• [RECORDS SHOWN]
-------------------------
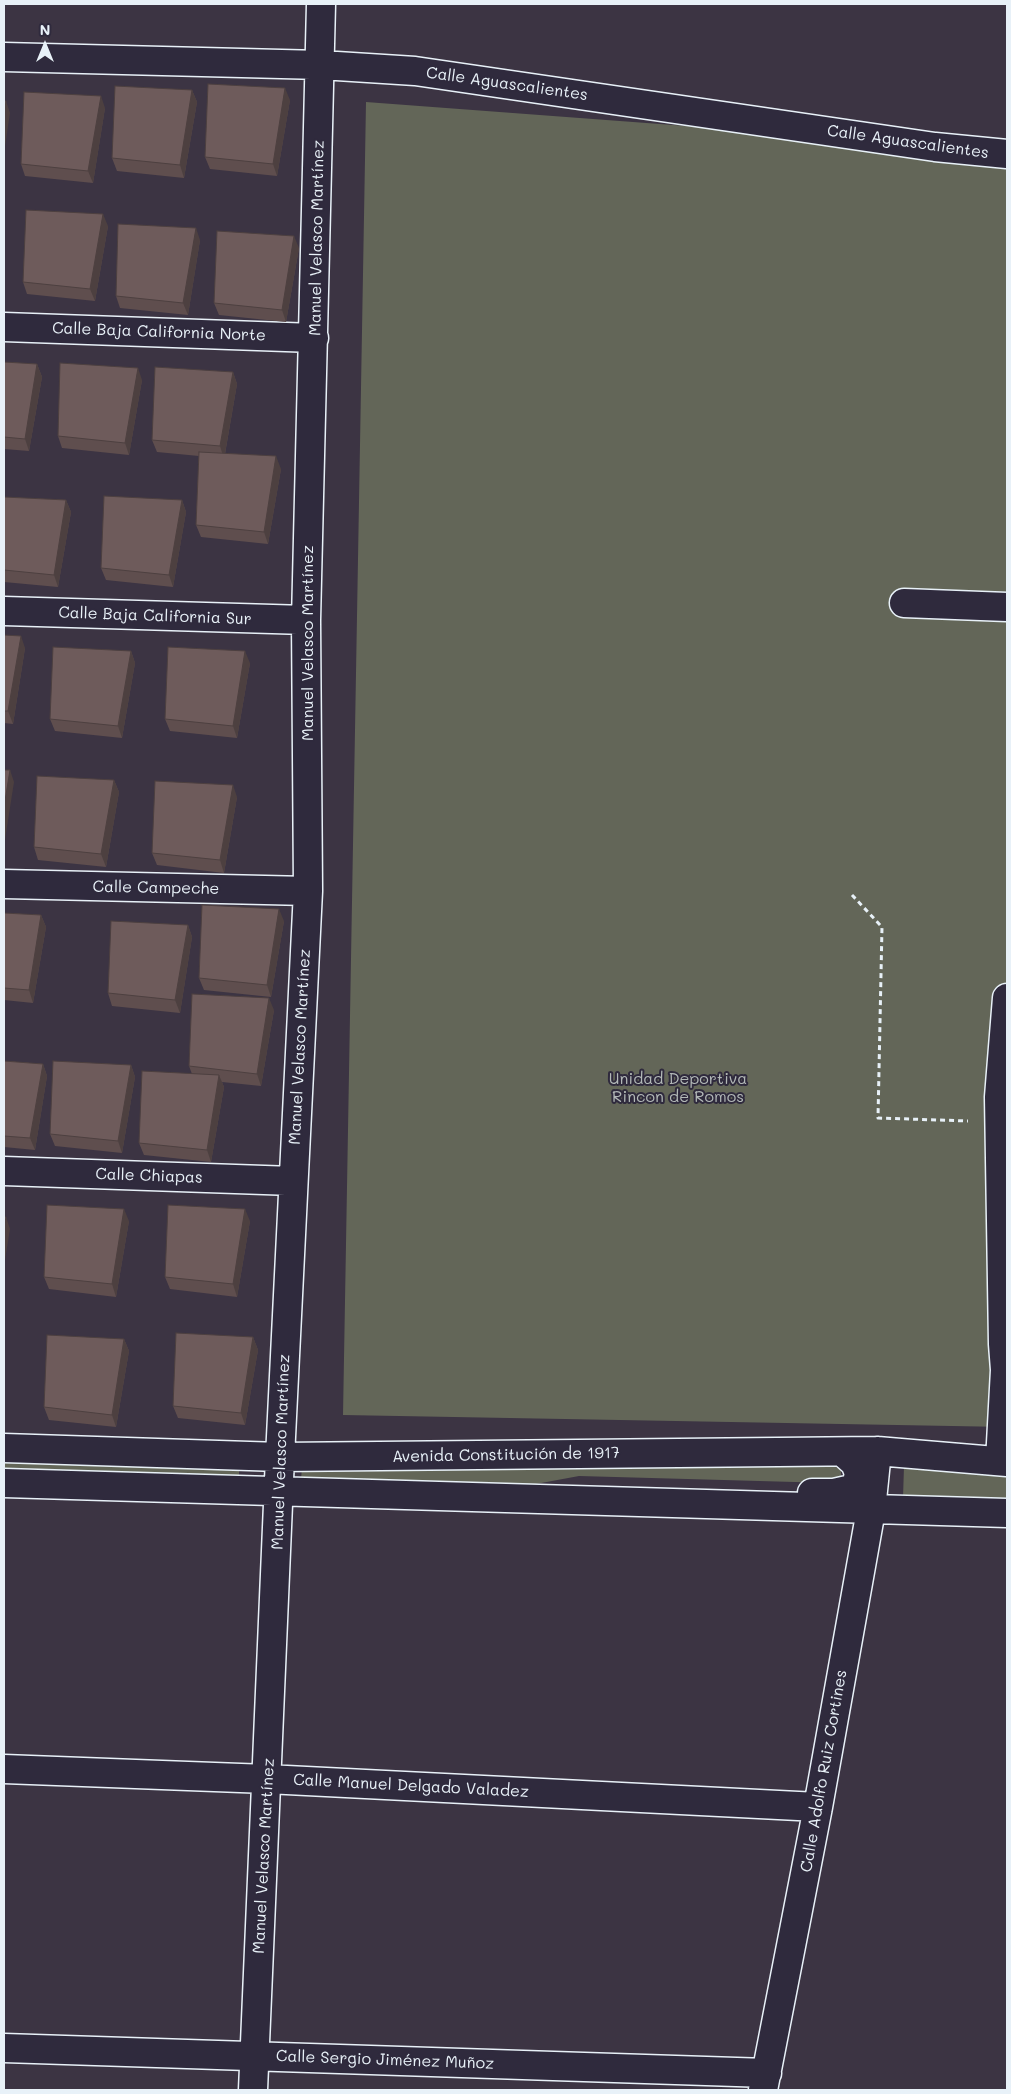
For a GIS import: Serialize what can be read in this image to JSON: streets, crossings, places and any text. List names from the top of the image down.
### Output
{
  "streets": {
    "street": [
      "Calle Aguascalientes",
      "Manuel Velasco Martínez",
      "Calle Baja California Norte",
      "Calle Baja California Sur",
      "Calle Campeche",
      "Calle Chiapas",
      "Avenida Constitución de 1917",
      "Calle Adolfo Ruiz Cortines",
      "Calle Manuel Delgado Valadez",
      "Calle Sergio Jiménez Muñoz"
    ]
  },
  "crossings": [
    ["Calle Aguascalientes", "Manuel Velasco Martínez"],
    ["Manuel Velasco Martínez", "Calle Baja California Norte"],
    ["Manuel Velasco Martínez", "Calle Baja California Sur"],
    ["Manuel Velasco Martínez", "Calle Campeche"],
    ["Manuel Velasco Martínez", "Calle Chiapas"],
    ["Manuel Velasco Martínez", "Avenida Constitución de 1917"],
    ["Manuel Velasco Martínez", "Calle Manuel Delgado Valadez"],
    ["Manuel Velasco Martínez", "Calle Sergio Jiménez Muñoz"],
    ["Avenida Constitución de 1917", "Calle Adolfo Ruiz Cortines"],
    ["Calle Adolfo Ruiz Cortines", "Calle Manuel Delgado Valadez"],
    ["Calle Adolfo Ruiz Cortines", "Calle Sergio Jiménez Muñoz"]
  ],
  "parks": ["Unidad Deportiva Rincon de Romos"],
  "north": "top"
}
-------------------------
Each record above needs to be copied exactly, with images left out.

• [RESULT]
For a GIS import: Serialize what can be read in this image to JSON: streets, crossings, places and any text. List names from the top of the image down.
### Output
{
  "streets": {
    "street": [
      "Calle Aguascalientes",
      "Manuel Velasco Martínez",
      "Calle Baja California Norte",
      "Calle Baja California Sur",
      "Calle Campeche",
      "Calle Chiapas",
      "Avenida Constitución de 1917",
      "Calle Adolfo Ruiz Cortines",
      "Calle Manuel Delgado Valadez",
      "Calle Sergio Jiménez Muñoz"
    ]
  },
  "crossings": [
    ["Calle Aguascalientes", "Manuel Velasco Martínez"],
    ["Manuel Velasco Martínez", "Calle Baja California Norte"],
    ["Manuel Velasco Martínez", "Calle Baja California Sur"],
    ["Manuel Velasco Martínez", "Calle Campeche"],
    ["Manuel Velasco Martínez", "Calle Chiapas"],
    ["Manuel Velasco Martínez", "Avenida Constitución de 1917"],
    ["Manuel Velasco Martínez", "Calle Manuel Delgado Valadez"],
    ["Manuel Velasco Martínez", "Calle Sergio Jiménez Muñoz"],
    ["Avenida Constitución de 1917", "Calle Adolfo Ruiz Cortines"],
    ["Calle Adolfo Ruiz Cortines", "Calle Manuel Delgado Valadez"],
    ["Calle Adolfo Ruiz Cortines", "Calle Sergio Jiménez Muñoz"]
  ],
  "parks": ["Unidad Deportiva Rincon de Romos"],
  "north": "top"
}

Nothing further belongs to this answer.